Scientists Attempt to Establish Links between Brain Connections and Intelligence

Links between Brain Connections and Intelligence

Scientists have developed a new technique that shows links between connections within the brain and intelligence in humans, according to an article published in the journal Neuron on January 4, 2018.

Understanding the network of connected nerve cells that make up the brain is a key area of research for scientists.

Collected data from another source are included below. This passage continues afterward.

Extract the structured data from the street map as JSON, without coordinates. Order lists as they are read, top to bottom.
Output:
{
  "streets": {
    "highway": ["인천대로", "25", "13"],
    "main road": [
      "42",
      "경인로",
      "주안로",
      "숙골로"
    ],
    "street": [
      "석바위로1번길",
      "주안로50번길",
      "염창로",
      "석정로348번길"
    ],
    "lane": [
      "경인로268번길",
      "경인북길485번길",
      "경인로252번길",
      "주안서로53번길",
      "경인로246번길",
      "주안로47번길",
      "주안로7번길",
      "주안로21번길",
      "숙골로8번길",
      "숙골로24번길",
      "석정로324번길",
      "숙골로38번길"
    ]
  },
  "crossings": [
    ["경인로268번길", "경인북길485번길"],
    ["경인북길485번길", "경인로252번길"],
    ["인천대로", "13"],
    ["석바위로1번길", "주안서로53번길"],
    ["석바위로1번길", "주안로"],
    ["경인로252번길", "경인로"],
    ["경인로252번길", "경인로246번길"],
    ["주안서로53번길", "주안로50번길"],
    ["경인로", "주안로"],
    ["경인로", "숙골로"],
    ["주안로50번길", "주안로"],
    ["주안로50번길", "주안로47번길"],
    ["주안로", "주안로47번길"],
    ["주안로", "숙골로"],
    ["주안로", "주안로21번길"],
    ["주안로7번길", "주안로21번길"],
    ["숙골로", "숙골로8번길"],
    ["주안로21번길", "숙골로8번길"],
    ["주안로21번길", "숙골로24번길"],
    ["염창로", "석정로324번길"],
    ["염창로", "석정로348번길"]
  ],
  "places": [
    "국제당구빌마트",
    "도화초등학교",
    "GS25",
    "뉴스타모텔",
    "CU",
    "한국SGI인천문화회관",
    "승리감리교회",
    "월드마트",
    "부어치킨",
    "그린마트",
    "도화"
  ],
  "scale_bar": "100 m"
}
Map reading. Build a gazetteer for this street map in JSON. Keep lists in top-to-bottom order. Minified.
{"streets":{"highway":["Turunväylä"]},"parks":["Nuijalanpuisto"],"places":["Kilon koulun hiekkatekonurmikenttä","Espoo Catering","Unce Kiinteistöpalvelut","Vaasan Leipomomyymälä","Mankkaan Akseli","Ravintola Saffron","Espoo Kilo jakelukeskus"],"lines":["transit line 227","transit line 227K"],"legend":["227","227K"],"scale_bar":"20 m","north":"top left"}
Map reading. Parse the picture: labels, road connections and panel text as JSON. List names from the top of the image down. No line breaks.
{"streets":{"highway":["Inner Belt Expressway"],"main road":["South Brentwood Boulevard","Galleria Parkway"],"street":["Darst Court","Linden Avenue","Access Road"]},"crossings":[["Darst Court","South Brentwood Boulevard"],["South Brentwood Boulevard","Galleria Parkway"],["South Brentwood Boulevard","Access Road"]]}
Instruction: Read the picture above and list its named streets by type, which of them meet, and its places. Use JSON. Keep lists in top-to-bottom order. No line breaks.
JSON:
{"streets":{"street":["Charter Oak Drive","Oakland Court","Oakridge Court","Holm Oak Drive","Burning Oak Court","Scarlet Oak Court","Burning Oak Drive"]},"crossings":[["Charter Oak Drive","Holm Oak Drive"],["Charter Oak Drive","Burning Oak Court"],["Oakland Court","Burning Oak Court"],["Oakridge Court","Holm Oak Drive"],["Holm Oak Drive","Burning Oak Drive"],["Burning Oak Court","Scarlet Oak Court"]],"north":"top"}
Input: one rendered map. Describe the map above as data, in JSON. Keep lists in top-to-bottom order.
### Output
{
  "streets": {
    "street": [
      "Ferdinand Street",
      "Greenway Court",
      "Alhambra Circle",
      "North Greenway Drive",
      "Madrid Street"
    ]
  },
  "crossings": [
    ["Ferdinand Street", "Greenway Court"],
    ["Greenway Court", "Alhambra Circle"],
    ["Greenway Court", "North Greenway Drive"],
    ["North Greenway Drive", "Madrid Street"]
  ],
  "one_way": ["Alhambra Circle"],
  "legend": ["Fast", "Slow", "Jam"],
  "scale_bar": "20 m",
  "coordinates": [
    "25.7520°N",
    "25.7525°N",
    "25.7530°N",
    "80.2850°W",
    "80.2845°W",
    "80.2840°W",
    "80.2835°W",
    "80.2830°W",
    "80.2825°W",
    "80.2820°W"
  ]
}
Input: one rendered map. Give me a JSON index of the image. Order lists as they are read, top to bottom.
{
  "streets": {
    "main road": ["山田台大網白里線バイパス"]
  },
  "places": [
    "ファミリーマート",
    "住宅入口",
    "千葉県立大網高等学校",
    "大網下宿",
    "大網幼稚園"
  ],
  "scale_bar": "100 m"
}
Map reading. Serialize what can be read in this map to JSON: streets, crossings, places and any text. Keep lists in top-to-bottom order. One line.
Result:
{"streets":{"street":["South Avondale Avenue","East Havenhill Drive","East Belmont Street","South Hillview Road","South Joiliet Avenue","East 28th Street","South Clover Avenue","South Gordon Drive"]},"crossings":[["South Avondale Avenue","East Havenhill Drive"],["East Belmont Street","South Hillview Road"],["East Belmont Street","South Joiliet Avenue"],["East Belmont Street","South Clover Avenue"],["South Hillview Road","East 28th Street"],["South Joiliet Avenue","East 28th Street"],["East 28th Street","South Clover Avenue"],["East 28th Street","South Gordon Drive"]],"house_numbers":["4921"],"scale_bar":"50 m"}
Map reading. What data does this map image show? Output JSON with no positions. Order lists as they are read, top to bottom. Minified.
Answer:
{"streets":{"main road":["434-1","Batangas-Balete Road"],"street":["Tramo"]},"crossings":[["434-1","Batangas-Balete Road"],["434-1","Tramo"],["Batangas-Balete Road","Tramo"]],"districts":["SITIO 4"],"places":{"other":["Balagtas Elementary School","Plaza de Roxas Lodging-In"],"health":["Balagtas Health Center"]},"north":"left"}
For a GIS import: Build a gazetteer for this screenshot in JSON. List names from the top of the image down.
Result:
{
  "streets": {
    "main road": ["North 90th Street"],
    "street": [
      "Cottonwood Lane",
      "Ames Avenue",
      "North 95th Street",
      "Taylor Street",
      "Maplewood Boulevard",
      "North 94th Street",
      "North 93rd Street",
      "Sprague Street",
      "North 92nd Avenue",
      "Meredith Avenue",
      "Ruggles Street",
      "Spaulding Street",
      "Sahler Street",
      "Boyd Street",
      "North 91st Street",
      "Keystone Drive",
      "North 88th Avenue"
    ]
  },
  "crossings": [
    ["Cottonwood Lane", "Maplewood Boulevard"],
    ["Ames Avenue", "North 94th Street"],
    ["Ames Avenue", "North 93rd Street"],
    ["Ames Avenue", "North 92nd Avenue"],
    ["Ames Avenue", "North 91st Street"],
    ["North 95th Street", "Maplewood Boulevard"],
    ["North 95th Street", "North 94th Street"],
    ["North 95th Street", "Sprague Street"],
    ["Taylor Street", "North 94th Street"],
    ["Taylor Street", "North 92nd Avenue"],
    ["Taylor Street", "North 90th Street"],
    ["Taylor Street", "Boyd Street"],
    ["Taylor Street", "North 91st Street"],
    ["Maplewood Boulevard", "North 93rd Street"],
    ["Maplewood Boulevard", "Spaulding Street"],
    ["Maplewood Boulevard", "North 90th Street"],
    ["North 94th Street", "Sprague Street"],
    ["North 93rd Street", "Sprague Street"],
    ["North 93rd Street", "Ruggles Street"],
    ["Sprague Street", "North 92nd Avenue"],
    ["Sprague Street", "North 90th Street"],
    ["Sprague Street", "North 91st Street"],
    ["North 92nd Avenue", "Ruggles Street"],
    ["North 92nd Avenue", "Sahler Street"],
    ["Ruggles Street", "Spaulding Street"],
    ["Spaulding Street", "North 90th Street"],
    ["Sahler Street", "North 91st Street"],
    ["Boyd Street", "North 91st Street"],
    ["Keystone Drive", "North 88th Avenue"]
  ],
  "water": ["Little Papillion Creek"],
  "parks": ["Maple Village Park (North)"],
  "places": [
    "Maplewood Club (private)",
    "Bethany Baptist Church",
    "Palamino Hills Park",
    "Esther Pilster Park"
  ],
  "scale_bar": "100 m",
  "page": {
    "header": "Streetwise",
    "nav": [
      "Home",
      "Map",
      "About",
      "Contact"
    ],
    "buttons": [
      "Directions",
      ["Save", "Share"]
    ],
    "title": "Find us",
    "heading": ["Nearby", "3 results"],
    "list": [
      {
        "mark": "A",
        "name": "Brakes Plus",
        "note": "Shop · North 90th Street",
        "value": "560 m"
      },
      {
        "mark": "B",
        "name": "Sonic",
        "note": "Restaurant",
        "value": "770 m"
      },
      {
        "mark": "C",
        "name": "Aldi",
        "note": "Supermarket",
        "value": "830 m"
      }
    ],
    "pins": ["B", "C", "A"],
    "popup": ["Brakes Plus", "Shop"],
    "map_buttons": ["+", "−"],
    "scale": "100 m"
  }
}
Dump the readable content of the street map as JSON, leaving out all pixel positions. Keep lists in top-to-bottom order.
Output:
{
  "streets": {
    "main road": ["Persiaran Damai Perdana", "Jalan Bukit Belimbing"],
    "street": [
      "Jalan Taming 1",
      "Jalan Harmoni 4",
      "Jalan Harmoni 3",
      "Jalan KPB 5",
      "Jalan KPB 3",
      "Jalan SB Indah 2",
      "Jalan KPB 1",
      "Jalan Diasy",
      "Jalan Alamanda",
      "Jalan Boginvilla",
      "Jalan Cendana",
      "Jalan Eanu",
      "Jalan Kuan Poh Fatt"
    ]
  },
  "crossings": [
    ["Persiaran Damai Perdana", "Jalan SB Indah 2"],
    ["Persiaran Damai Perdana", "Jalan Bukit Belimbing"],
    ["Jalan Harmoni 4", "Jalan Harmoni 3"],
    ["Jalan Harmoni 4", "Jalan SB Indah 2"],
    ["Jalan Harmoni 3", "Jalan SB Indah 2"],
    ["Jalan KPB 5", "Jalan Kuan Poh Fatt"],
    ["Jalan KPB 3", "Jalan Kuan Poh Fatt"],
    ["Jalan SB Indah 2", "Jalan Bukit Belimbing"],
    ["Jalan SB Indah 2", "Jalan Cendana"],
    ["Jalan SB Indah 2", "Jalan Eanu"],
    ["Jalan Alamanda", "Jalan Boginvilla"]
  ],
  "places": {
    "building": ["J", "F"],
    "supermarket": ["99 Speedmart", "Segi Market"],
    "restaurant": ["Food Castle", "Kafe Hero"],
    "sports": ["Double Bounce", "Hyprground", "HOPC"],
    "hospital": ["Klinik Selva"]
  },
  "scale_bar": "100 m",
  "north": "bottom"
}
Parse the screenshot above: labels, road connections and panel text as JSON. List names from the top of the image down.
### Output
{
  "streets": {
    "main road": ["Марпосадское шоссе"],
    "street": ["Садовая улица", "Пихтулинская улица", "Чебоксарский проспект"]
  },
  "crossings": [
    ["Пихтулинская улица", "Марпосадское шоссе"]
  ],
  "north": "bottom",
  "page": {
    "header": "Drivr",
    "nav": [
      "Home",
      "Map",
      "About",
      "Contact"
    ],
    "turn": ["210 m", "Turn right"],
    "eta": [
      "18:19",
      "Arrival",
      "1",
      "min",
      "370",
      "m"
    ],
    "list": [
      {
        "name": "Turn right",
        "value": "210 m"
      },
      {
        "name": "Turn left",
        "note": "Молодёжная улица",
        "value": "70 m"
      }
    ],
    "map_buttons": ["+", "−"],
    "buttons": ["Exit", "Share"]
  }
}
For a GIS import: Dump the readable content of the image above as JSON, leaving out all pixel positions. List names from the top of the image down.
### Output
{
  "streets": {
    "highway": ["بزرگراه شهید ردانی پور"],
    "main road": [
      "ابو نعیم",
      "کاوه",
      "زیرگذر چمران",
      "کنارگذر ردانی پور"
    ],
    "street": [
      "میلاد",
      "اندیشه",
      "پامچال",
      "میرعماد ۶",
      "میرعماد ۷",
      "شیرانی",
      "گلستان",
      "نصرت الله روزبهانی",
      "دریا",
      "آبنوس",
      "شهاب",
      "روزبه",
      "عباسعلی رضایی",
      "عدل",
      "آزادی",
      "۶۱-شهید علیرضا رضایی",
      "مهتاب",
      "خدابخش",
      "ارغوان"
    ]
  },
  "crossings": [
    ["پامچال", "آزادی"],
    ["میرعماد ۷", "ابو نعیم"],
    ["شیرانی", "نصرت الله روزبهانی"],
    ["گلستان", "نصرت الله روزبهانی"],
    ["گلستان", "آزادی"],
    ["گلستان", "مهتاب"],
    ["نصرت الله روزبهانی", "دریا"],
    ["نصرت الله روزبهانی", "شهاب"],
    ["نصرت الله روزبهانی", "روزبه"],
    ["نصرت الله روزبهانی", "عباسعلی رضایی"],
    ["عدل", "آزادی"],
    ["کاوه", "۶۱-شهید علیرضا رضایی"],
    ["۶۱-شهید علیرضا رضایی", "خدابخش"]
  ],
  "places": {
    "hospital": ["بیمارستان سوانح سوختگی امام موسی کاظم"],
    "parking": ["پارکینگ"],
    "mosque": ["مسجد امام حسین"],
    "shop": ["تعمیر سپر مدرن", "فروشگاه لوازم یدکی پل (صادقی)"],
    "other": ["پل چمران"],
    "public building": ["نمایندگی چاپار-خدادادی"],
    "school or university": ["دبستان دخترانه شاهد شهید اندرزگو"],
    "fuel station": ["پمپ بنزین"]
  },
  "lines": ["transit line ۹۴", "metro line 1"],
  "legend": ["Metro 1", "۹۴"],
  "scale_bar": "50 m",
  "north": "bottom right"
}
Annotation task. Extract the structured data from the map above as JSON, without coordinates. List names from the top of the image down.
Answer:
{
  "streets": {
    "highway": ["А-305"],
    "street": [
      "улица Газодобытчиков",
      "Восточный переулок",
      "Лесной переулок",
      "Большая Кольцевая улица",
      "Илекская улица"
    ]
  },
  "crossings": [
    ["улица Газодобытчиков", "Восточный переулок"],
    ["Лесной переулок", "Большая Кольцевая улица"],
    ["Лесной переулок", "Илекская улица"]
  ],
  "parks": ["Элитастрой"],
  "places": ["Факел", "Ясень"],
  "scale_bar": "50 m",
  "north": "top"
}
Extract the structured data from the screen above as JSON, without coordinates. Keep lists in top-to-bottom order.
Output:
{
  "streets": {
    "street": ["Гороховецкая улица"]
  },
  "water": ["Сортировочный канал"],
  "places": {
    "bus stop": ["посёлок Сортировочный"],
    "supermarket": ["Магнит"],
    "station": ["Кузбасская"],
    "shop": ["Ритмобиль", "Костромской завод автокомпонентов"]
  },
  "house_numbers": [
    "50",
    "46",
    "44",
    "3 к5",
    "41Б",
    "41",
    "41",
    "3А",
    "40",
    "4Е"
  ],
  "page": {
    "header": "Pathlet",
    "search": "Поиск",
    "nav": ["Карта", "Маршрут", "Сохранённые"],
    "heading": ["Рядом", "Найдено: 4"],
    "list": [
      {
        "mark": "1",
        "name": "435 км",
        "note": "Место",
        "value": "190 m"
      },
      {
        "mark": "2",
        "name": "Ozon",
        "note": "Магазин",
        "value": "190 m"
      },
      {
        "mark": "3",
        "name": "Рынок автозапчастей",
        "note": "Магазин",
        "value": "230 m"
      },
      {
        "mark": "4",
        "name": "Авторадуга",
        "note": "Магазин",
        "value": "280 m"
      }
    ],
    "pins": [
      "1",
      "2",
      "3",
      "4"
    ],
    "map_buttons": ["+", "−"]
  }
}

Brain imaging techniques have witnessed rapid advancements over the recent past, however, understanding how to relate the form of the brain and its connections to characteristics such as intelligence is a highly complex procedure.

Researchers from several Universities around the globe, collaborated in developing an extremely powerful MRI scanner, to build a map of the connectome.

“We saw a clear link between the ‘hubbiness’ of higher-order brain regions – in other words, how densely connected they were to the rest of the network – and an individual’s IQ,” said Jakob Seidlitz, a PhD candidate at the University of Cambridge and co-author of the study.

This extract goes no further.